- _Activity_
Could you retype the entries below exactly, omitting every picture?

Provided information Block Start

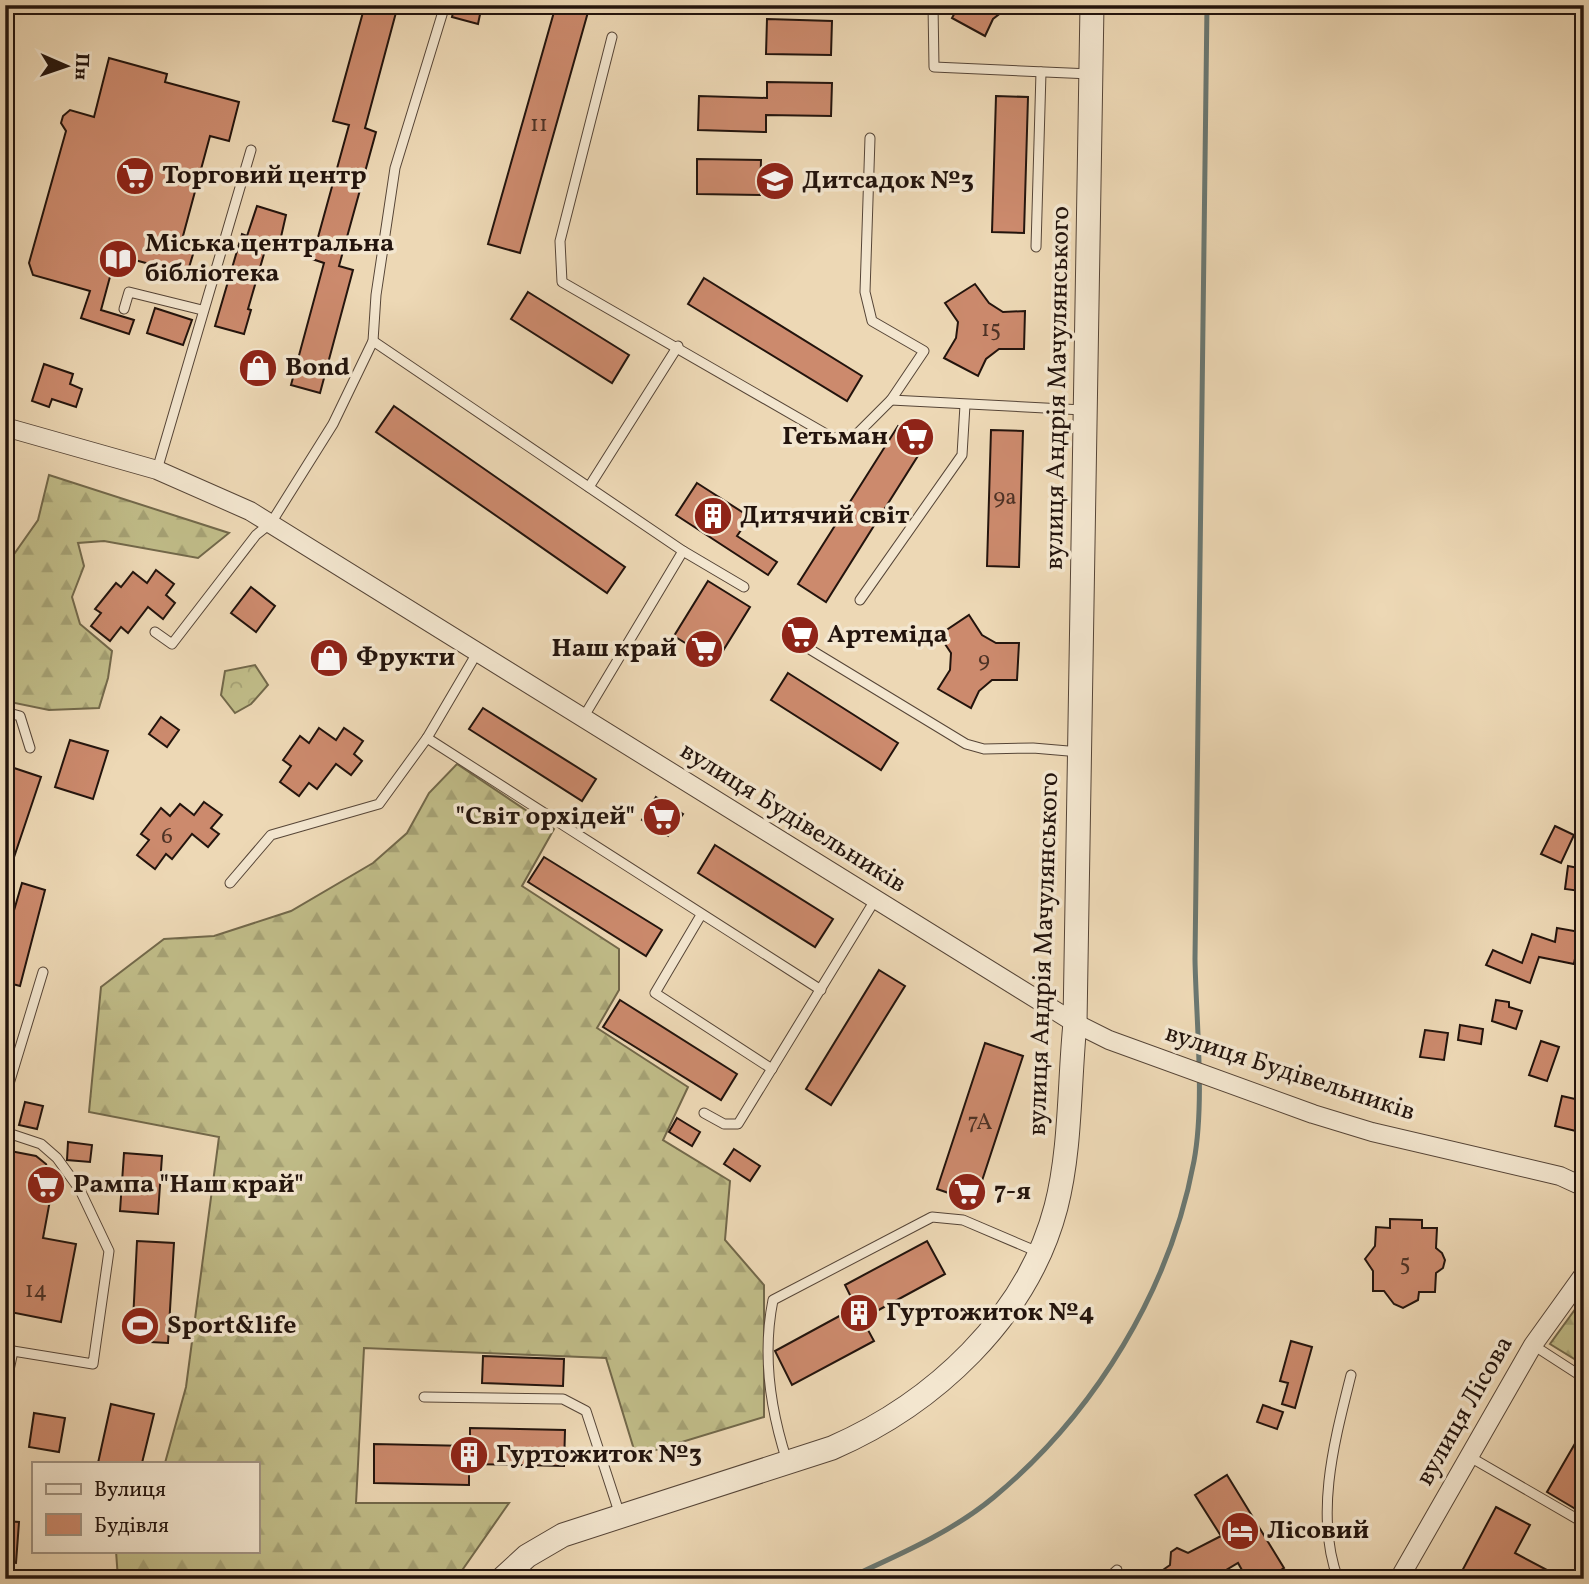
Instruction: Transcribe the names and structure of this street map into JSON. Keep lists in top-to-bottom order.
{
  "streets": {
    "street": ["вулиця Андрія Мачулянського", "вулиця Будівельників", "вулиця Лісова"]
  },
  "crossings": [
    ["вулиця Андрія Мачулянського", "вулиця Будівельників"]
  ],
  "places": {
    "supermarket": [
      "Торговий центр",
      "Гетьман",
      "Артеміда",
      "Наш край",
      "\"Світ орхідей\"",
      "Рампа \"Наш край\"",
      "7-я"
    ],
    "school or university": ["Дитсадок №3"],
    "library": ["Міська центральна бібліотека"],
    "shop": ["Bond", "Фрукти"],
    "building": ["Дитячий світ", "Гуртожиток №4", "Гуртожиток №3"],
    "sports": ["Sport&life"],
    "hotel": ["Лісовий"]
  },
  "house_numbers": [
    "11",
    "15",
    "9а",
    "9",
    "6",
    "7А",
    "5",
    "14"
  ],
  "legend": ["Вулиця", "Будівля"],
  "north": "right"
}
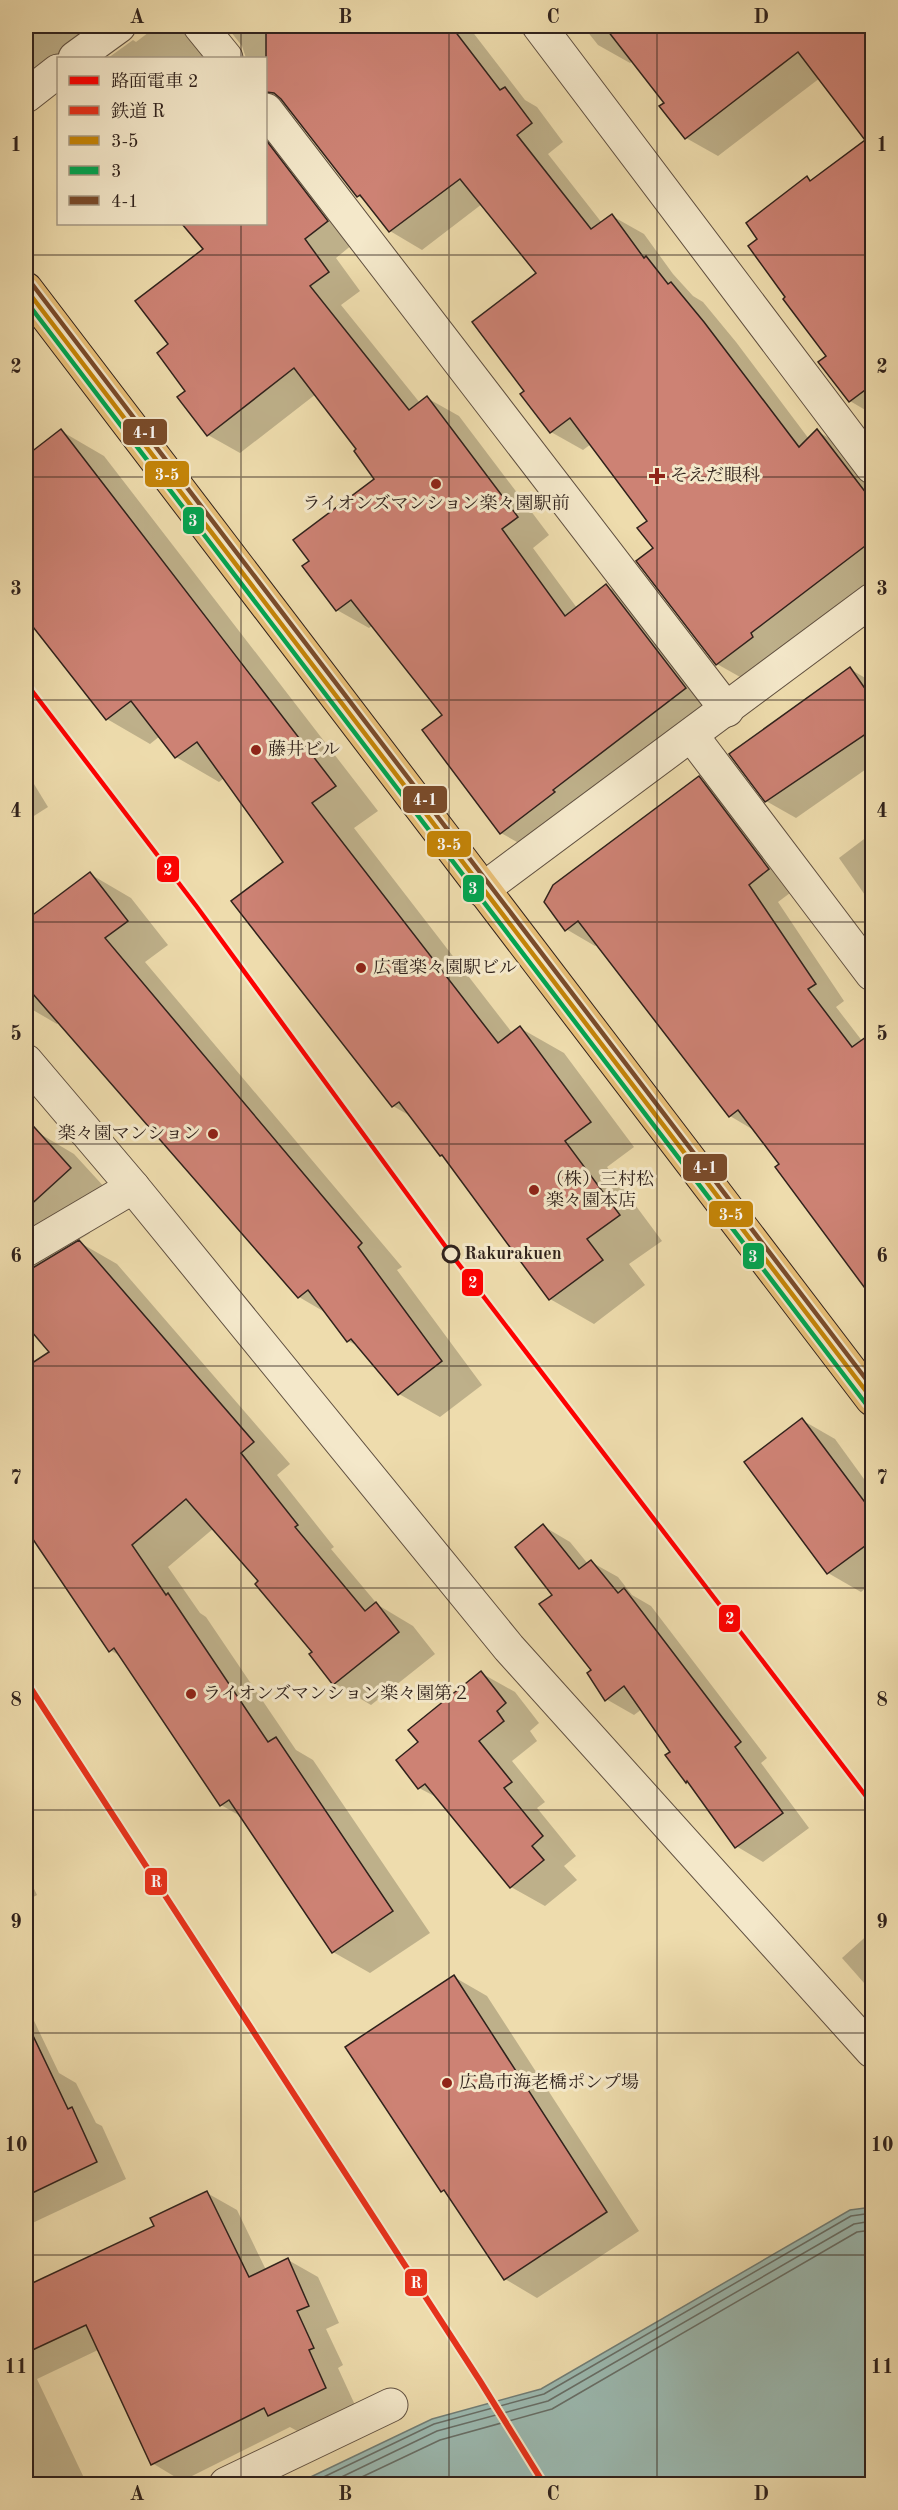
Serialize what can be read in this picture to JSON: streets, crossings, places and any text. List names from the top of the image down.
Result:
{
  "places": {
    "health": ["そえだ眼科"],
    "other": [
      "ライオンズマンション楽々園駅前",
      "藤井ビル",
      "広電楽々園駅ビル",
      "楽々園マンション",
      "（株）三村松 楽々園本店",
      "Rakurakuen",
      "ライオンズマンション楽々園第２",
      "広島市海老橋ポンプ場"
    ]
  },
  "lines": [
    "transit line 4-1",
    "transit line 3-5",
    "transit line 3",
    "tram line 2",
    "rail line R"
  ],
  "legend": [
    "路面電車 2",
    "鉄道 R",
    "3-5",
    "3",
    "4-1"
  ],
  "grid": {
    "columns": [
      "A",
      "B",
      "C",
      "D"
    ],
    "rows": [
      "1",
      "2",
      "3",
      "4",
      "5",
      "6",
      "7",
      "8",
      "9",
      "10",
      "11"
    ]
  }
}
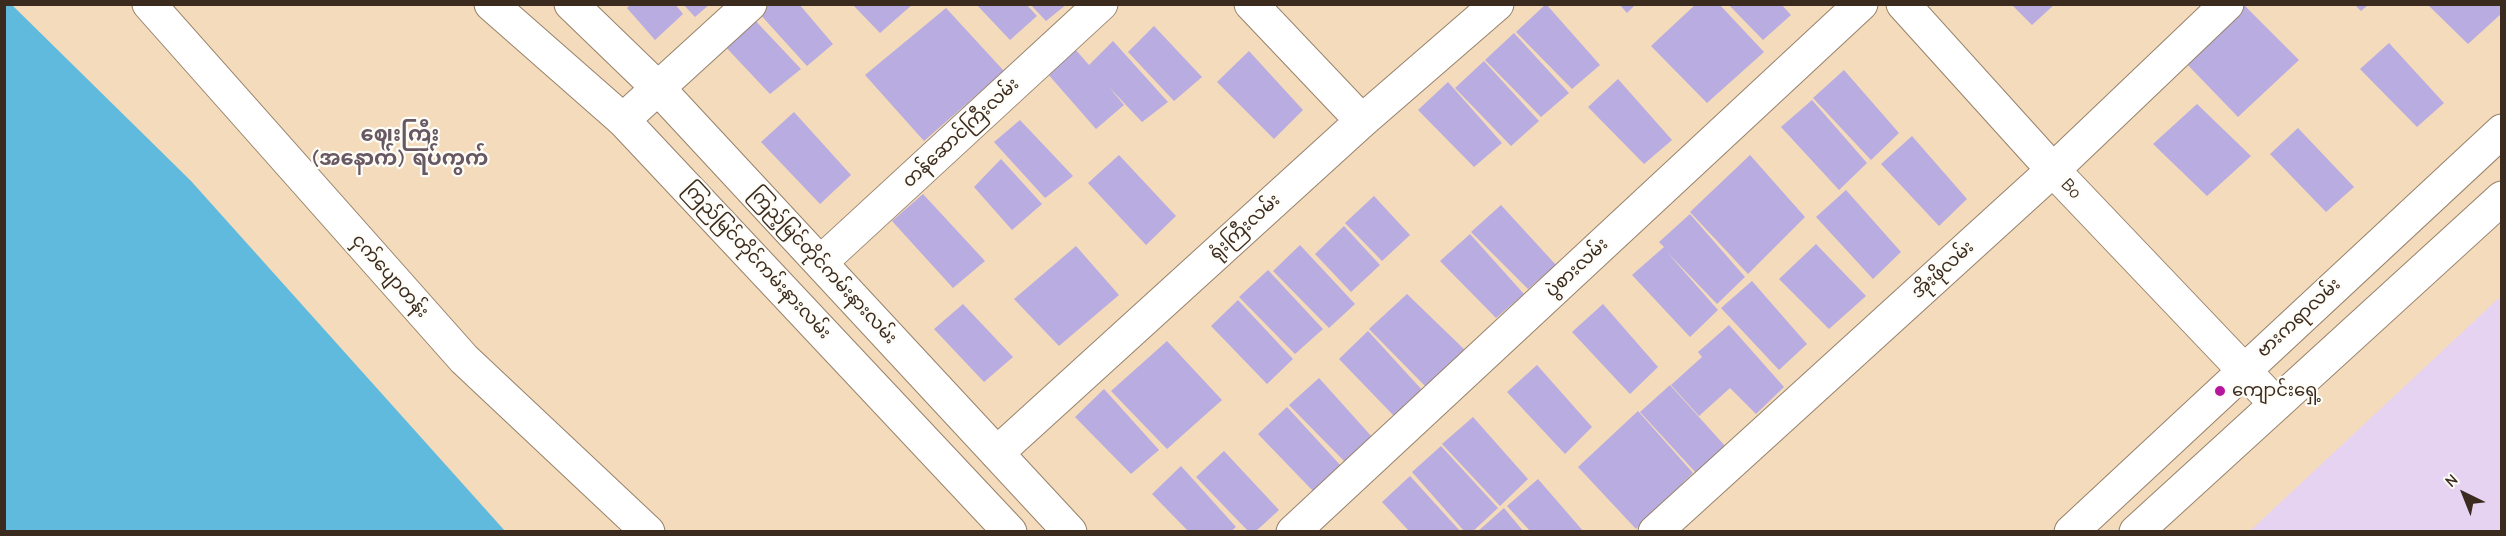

Provided information Block End

- _Solution to this exercise_
Instruction: Transcribe the names and structure of this street map into JSON. Keep lists in top-to-bottom order.
{
  "streets": {
    "street": ["вулиця Андрія Мачулянського", "вулиця Будівельників", "вулиця Лісова"]
  },
  "crossings": [
    ["вулиця Андрія Мачулянського", "вулиця Будівельників"]
  ],
  "places": {
    "supermarket": [
      "Торговий центр",
      "Гетьман",
      "Артеміда",
      "Наш край",
      "\"Світ орхідей\"",
      "Рампа \"Наш край\"",
      "7-я"
    ],
    "school or university": ["Дитсадок №3"],
    "library": ["Міська центральна бібліотека"],
    "shop": ["Bond", "Фрукти"],
    "building": ["Дитячий світ", "Гуртожиток №4", "Гуртожиток №3"],
    "sports": ["Sport&life"],
    "hotel": ["Лісовий"]
  },
  "house_numbers": [
    "11",
    "15",
    "9а",
    "9",
    "6",
    "7А",
    "5",
    "14"
  ],
  "legend": ["Вулиця", "Будівля"],
  "north": "right"
}
Serialize what can be read in this picture to JSON: streets, crossings, places and any text. List names from the top of the image down.
Result:
{
  "places": {
    "health": ["そえだ眼科"],
    "other": [
      "ライオンズマンション楽々園駅前",
      "藤井ビル",
      "広電楽々園駅ビル",
      "楽々園マンション",
      "（株）三村松 楽々園本店",
      "Rakurakuen",
      "ライオンズマンション楽々園第２",
      "広島市海老橋ポンプ場"
    ]
  },
  "lines": [
    "transit line 4-1",
    "transit line 3-5",
    "transit line 3",
    "tram line 2",
    "rail line R"
  ],
  "legend": [
    "路面電車 2",
    "鉄道 R",
    "3-5",
    "3",
    "4-1"
  ],
  "grid": {
    "columns": [
      "A",
      "B",
      "C",
      "D"
    ],
    "rows": [
      "1",
      "2",
      "3",
      "4",
      "5",
      "6",
      "7",
      "8",
      "9",
      "10",
      "11"
    ]
  }
}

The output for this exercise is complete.